Although the law does not set a ranking order, the permanent home and the family’s place of residence is given substantial weight. Also, it is noted that the material reality is decisive.

Foreign evidence and circumstances

In a published presentation by the Counter-Evasive Practices Coordinating Group (Coördinatiegroep Constructiebestrijding (CCB)) it was stated that foreign circumstances do not play a role and that the only important factor is what ties the person in question to the Netherlands.

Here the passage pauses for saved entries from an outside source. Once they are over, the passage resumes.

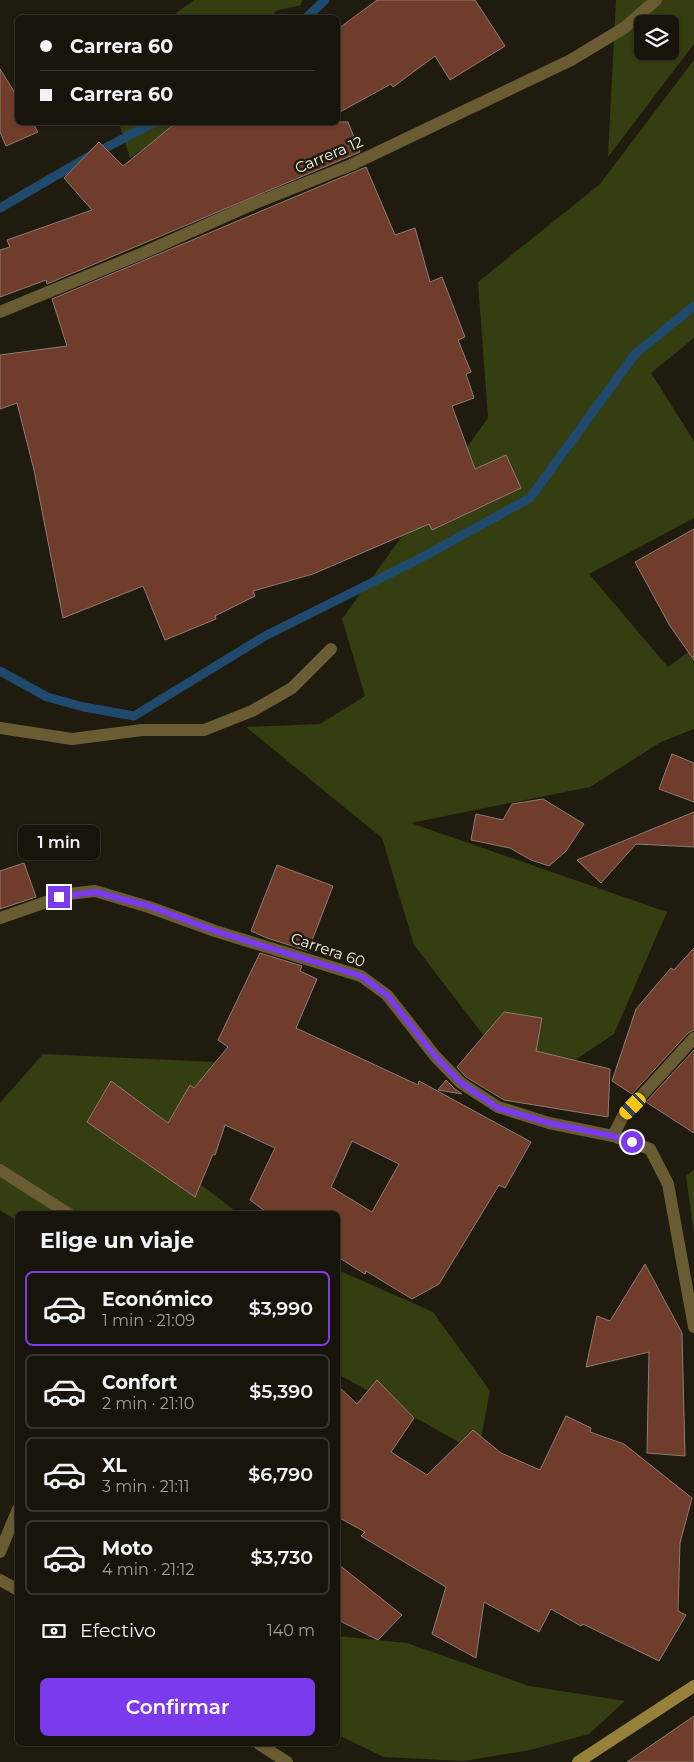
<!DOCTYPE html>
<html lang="es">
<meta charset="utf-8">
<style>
:root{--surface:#17150b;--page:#242219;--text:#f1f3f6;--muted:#9e9f9d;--line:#36342c;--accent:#7c3aed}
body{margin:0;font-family:Montserrat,sans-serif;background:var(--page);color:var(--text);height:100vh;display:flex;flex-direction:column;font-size:19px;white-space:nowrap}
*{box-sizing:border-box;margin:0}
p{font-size:16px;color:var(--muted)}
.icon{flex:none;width:28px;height:28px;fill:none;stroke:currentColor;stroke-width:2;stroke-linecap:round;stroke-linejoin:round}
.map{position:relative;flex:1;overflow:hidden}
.details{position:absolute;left:15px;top:1211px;width:325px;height:535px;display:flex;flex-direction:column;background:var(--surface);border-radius:8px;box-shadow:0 1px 4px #0004,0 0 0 1px var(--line)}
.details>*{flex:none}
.banner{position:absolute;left:15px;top:15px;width:325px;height:110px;border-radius:8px;box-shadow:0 1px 4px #0004,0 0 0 1px var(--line);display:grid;align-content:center;height:110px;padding:0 25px;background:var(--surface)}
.buttons{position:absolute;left:634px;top:15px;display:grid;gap:10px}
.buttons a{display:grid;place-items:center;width:45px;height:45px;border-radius:8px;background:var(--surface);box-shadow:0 1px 4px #0004,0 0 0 1px var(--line);font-size:25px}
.end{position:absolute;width:22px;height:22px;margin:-11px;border:6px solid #7c3aed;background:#fff;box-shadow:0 0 0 2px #fff}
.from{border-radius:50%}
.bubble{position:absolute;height:35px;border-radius:8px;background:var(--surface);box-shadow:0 1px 4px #0004,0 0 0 1px var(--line);font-size:16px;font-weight:600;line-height:35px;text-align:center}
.car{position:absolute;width:15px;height:30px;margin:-15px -8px;border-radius:6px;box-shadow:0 0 4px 1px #0007;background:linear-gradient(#f5c518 24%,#345 0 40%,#f5c518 0 76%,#345 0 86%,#f5c518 0)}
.banner b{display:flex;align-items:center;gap:18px;height:48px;font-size:19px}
.banner b+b{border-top:1px solid var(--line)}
.banner i{width:12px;height:12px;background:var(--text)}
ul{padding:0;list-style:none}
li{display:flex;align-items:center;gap:15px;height:75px;margin:0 10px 8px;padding:0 15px;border:2px solid var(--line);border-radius:8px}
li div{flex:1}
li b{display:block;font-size:19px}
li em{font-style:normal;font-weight:600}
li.on{border-color:var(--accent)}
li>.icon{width:45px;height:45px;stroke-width:1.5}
h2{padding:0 25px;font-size:22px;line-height:60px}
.pay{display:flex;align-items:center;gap:12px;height:55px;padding:0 25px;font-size:19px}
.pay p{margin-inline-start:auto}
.button{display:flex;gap:10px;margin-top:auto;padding:10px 25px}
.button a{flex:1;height:58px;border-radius:8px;background:var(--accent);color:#fff;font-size:20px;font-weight:600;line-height:58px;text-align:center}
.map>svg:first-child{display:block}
</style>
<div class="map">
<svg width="694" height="1762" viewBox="0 0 694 1762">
<rect width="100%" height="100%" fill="#1f1c0f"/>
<g fill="#343e10" fill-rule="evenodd">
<polygon points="194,0 302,0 301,5 275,11 273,17 179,17 176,13"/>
<path d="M616 0H694V44L608 157ZM642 24H670V51H642Z"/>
<polygon points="694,60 694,338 651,373 694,441 694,518 589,574 668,667 694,648 694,729 661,742 590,787 411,823 667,912 614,1034 563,1068 505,1063 414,945 382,838 246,727 320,724 365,696 342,619 488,418 478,282 600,184"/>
<polygon points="119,123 207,123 175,126 130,158"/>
<polygon points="43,1054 214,1062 221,1108 199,1183 239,1214 18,1214 17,1221 0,1210 0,1103"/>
<polygon points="694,1170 694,1233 686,1176"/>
<polygon points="338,1270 433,1312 490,1391 478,1453 338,1374"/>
<polygon points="338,1636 407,1643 529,1686 625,1701 589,1734 530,1750 464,1761 384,1757 338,1735"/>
</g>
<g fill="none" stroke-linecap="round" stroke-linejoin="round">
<g stroke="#1f4a6e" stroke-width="9">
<polyline points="306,18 325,0"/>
<polyline points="0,208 88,157 155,122"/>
<polyline points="0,671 47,697 84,707 134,716 265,636 419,559 530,498 635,354 694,306"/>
</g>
</g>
<g fill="#703c2b" stroke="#8d7b75" fill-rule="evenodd">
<polygon points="377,0 475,0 505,46 450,80 435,56 393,87 391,84 338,113 338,29"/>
<polygon points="0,69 18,98 18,122 32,122 38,132 6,146 0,132"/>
<polygon points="177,122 348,122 360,152 47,284 46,280 0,297 0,250 10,247 7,240 92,210 64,178 99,142 123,166"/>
<polygon points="366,167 395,235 415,228 430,282 442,277 465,337 458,340 471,372 466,374 474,398 452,406 475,469 506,455 521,488 432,530 429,524 313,574 253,591 255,596 215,616 216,619 165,640 143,586 63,618 34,470 17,403 0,409 0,355 67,346 52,299"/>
<polygon points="694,529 694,660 670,626 635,562"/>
<polygon points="672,754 694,763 694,802 659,789"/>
<polygon points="543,799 584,824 566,851 549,866 531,860 510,848 471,840 476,814 503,820 512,804"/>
<polygon points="694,812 694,847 636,844 601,883 577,860"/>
<polygon points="24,863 36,897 0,909 0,871"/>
<polygon points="277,865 333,886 308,951 267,938 251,931"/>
<polygon points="694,948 694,1030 688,1033 632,1094 612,1081 636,1009 671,968 674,970"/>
<path d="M260 953 302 966 300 971 317 979 296 1028 418 1085 419 1081 531 1142 505 1188 499 1185 439 1284 412 1299 366 1271 365 1274 338 1257V1214H269L250 1200 275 1148 225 1125 215 1155 213 1154 195 1197 87 1122 111 1081 168 1123 190 1085 194 1088 228 1047 218 1040ZM352 1141 399 1164 372 1212 331 1187Z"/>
<polygon points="504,1012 542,1018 536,1051 610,1069 608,1117 504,1100 466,1077 457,1067"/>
<polygon points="694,1050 694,1133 646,1102"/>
<polygon points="446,1080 455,1089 462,1094 438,1090"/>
<polygon points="645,1264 682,1333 685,1456 647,1453 649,1352 586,1367 597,1316 610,1321"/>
<polygon points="377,1380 414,1418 391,1452 427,1475 473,1430 501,1453 540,1470 566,1416 591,1428 590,1432 624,1444 692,1498 680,1543 678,1611 686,1615 659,1661 583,1624 581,1626 551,1609 539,1632 484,1602 476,1658 432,1634 446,1587 361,1536 365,1532 338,1517 338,1386 357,1404"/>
<polygon points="338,1564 402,1615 378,1640 338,1620"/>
<polygon points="694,1716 694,1762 627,1762"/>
</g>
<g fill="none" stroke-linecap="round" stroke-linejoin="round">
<g stroke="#6a5c32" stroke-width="12">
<polyline points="0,1580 18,1590"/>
<polyline points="259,1744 287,1762"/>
</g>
<g stroke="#6a5c32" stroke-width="12">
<polyline points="0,312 143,253 253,204 351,165 571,60 624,28 656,0"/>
<polyline points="0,728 72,739 142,730 204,730 252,711 292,688 331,649"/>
<polyline points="0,918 69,894 95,891 149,907 215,931 361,976 387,995 435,1056 461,1083 498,1107 549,1123 613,1136 650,1149 668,1184 694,1327"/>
<polyline points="613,1136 623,1116 694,1038"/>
<polyline points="0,1170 69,1214"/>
<polyline points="0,1552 18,1509"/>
</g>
<polyline stroke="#97813a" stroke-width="12" points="578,1762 694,1686"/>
</g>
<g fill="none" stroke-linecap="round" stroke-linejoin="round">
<polyline stroke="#7c3aed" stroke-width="6" points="59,897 95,892 149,906 215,931 361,976 387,995 435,1056 461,1083 498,1108 549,1123 613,1136 632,1142"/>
</g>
<g text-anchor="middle" stroke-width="5" stroke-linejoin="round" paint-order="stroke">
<g font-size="15" fill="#f2f0e7" stroke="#1f1c0f">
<text transform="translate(329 155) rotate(-23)" y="5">Carrera 12</text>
<text transform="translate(328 950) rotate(19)" y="5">Carrera 60</text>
</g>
</g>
</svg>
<div class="buttons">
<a><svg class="icon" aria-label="layers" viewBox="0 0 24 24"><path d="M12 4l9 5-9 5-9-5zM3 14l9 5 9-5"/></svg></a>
</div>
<i class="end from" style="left:632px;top:1142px"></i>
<i class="end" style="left:59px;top:897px"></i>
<div class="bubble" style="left:18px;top:825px;width:82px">1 min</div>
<i class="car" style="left:633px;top:1106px;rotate:224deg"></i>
<div class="banner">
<b><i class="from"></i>Carrera 60</b>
<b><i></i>Carrera 60</b>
</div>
<section class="details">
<h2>Elige un viaje</h2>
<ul>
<li class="on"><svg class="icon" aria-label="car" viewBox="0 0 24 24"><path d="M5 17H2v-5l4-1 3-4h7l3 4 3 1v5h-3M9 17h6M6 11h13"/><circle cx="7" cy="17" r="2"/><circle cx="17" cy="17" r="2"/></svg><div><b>Económico</b><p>1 min · 21:09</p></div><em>$3,990</em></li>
<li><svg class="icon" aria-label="car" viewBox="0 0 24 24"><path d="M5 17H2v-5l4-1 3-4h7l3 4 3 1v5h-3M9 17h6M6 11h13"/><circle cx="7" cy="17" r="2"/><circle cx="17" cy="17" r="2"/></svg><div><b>Confort</b><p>2 min · 21:10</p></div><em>$5,390</em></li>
<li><svg class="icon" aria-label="car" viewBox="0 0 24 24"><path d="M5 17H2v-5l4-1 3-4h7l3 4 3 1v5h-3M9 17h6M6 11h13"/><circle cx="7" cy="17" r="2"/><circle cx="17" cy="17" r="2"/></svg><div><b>XL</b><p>3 min · 21:11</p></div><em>$6,790</em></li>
<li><svg class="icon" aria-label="car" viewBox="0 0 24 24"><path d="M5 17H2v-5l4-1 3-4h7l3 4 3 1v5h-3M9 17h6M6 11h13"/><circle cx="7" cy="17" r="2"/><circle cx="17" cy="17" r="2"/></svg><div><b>Moto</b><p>4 min · 21:12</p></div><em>$3,730</em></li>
</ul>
<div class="pay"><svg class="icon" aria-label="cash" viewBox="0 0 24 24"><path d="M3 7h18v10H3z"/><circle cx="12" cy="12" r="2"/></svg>Efectivo<p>140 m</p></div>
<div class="button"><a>Confirmar</a></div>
</section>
</div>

However, we consider that the foreign circumstances do indeed play a role when weighing up the circumstances showing whether permanent ties with the Netherlands exist, as this follows from the judgment of the Dutch Supreme Court dated 12 April 2013. The Central Appeals Tribunal (in Dutch: Centrale Raad van Beroep) weighted up the circumstances in the Netherlands and Morocco. The Tribunal decided that the permanent ties of a personal nature with the Netherlands that arose from the circumstances could not alter the fact that the interested party had been living with his family in Morocco for longer periods for several years.

 

The Supreme Court considered that the Central Appeals Tribunal had rightfully taken into account the Moroccan facts and circumstances but even so, had determined that the interested party’s ties with the Netherlands were sufficiently strong to assume that he was also living in the Netherlands. In using the word rightfully the Supreme Court considered that circumstances regarding other countries are also significant in determining whether permanent ties of a personal nature exist with the Netherlands.

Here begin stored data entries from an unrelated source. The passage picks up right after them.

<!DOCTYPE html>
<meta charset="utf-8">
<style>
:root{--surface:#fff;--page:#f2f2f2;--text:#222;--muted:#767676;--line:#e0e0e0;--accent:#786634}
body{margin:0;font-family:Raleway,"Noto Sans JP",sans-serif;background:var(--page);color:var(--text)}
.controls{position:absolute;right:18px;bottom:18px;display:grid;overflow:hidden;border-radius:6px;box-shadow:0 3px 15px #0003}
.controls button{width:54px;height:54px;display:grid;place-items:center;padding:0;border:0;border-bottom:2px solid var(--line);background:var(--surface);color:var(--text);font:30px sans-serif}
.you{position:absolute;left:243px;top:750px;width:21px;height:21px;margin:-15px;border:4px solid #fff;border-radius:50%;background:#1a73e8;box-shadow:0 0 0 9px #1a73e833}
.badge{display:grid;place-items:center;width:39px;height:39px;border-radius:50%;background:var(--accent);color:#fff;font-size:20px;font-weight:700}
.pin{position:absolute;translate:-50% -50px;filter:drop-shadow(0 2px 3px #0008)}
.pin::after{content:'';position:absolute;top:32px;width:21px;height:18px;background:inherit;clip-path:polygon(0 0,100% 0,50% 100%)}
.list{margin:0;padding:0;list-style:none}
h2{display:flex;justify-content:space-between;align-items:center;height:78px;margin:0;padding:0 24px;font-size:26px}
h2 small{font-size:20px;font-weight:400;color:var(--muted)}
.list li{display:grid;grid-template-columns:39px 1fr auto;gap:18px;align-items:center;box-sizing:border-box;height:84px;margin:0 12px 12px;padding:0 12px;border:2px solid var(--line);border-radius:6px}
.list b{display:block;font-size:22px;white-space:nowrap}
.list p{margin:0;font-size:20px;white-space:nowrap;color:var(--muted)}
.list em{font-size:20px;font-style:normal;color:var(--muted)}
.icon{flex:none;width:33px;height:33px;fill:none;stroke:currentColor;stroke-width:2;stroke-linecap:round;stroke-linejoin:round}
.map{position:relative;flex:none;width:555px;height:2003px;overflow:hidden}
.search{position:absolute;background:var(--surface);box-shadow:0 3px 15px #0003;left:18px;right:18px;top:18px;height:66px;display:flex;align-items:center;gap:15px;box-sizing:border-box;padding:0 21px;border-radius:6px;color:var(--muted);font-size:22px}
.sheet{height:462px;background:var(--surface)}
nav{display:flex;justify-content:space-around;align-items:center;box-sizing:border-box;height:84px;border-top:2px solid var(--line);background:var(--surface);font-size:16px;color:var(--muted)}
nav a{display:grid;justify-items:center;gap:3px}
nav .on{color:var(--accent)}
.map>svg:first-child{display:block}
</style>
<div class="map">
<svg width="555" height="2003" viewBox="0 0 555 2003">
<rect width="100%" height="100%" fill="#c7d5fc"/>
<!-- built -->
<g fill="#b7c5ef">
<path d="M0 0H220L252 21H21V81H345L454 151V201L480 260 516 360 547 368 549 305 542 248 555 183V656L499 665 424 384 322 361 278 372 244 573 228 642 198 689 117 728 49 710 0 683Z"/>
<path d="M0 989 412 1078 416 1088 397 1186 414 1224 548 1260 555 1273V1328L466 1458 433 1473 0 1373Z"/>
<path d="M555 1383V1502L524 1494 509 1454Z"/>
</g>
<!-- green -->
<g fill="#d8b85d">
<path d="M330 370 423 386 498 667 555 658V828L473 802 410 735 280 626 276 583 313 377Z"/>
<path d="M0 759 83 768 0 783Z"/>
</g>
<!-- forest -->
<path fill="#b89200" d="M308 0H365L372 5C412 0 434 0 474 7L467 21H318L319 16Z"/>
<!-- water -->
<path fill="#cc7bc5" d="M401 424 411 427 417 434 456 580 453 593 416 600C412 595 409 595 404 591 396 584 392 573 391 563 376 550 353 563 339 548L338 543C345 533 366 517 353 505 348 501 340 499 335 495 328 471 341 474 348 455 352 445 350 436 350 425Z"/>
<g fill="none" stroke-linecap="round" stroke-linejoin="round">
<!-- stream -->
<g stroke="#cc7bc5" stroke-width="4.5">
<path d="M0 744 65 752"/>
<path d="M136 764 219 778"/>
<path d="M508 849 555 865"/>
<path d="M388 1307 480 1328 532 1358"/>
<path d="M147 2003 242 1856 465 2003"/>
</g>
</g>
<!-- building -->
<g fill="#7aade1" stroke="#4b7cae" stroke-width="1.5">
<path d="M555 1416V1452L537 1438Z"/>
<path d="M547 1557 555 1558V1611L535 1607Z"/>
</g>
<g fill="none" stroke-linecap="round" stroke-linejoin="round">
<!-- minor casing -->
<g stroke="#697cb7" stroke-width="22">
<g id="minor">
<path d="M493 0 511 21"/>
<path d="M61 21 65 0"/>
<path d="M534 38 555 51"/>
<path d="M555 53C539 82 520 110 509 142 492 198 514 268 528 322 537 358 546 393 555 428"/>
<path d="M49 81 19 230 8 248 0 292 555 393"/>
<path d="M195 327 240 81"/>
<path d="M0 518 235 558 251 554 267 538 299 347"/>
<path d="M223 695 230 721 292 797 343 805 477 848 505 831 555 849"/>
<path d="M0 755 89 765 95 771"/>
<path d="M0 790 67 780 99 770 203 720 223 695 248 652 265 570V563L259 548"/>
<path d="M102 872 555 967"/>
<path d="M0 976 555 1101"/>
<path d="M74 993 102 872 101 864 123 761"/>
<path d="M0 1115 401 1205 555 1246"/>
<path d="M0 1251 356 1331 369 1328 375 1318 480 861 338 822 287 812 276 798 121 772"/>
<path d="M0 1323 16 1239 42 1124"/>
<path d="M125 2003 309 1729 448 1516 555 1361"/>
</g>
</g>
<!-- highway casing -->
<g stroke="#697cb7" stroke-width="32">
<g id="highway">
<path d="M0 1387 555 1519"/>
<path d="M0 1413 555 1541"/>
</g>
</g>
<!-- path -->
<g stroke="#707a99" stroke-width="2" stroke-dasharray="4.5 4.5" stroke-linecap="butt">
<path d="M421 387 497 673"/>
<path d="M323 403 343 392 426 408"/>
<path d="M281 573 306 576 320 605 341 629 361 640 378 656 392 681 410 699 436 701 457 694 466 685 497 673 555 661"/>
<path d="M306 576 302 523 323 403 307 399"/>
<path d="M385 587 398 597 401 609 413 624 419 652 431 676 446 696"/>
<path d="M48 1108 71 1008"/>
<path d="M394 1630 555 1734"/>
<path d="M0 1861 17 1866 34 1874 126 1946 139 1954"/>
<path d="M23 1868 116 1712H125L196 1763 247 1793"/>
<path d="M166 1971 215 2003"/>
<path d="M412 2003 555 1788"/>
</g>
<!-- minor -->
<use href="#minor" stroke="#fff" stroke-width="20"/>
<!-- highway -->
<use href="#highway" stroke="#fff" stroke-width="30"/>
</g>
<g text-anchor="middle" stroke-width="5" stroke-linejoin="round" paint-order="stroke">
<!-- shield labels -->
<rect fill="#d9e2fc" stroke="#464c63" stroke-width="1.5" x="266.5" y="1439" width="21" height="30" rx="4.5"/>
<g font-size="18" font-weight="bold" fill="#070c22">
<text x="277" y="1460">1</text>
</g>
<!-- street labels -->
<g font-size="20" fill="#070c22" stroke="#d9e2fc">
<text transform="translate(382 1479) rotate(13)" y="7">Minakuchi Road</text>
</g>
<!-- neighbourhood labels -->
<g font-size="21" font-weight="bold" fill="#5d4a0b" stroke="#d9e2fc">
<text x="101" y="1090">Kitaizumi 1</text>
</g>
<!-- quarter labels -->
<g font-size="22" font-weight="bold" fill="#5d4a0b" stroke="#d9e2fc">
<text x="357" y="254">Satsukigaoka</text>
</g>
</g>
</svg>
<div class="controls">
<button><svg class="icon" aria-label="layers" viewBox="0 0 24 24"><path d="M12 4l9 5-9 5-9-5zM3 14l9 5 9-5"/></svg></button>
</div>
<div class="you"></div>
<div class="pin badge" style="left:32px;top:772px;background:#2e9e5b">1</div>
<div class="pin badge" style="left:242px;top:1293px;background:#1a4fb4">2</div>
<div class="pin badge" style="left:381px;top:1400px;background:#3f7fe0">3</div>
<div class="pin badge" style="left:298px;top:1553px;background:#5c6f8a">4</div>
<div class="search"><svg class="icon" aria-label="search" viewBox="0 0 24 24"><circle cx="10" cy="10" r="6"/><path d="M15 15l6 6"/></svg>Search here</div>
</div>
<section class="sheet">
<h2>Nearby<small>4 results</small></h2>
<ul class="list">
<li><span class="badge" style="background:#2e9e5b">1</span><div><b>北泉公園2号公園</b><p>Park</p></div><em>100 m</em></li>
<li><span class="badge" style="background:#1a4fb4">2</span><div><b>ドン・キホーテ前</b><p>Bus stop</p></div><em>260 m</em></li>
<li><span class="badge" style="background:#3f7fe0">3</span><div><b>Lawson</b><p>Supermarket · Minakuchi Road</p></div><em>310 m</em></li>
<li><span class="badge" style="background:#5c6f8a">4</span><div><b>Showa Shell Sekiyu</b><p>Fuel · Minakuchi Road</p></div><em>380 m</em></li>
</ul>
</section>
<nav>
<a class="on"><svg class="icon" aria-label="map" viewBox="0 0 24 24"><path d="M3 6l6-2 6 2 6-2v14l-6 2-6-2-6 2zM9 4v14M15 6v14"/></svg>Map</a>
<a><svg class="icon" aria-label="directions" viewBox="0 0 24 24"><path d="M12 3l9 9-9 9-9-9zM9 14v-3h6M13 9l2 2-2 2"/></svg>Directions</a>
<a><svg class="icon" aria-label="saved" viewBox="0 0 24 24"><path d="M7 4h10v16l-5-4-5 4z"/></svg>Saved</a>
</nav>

To determine whether someone has permanent ties to the Netherlands of a personal nature, it is also important to consider what ties this person has with any other country. If this person has a dwelling at his permanent disposal in another country where social activities take place and work is carried out, this could be an important clue to establishing that permanent Dutch ties of a personal nature do not exist. After all, the permanency of the ties is important and that consists of more than just possessing the Dutch nationality and a family residing in the Netherlands. If this were to be the case, no one would be able to leave the Netherlands from a tax point of view.

Finally, we think that the conclusion of Advocate General Mr Overgaauw shows that all circumstances should be weighed up against each other as he comes to the conclusion that the combination of circumstances is decisive. See also for instance the judgment of the Court of Appeal in Arnhem in which circumstances regarding a stay in Canada were taken into consideration and the judgment of the Court of Appeal in Leeuwarden in which the circumstances regarding Belgium were taken into account.

In conclusion, it is of great importance in a dispute about residence that all relevant facts and circumstances are brought forward. The first step is to determine if – based on Article 4 of the State Taxes Act – someone is a Dutch resident. In that respect foreign circumstances can also play an important part and it would be good if the Tax Authority would come to realise this and take all facts and circumstances into consideration in assessing a person’s domicile in the Netherlands based on Article 4 of the State Taxes Act.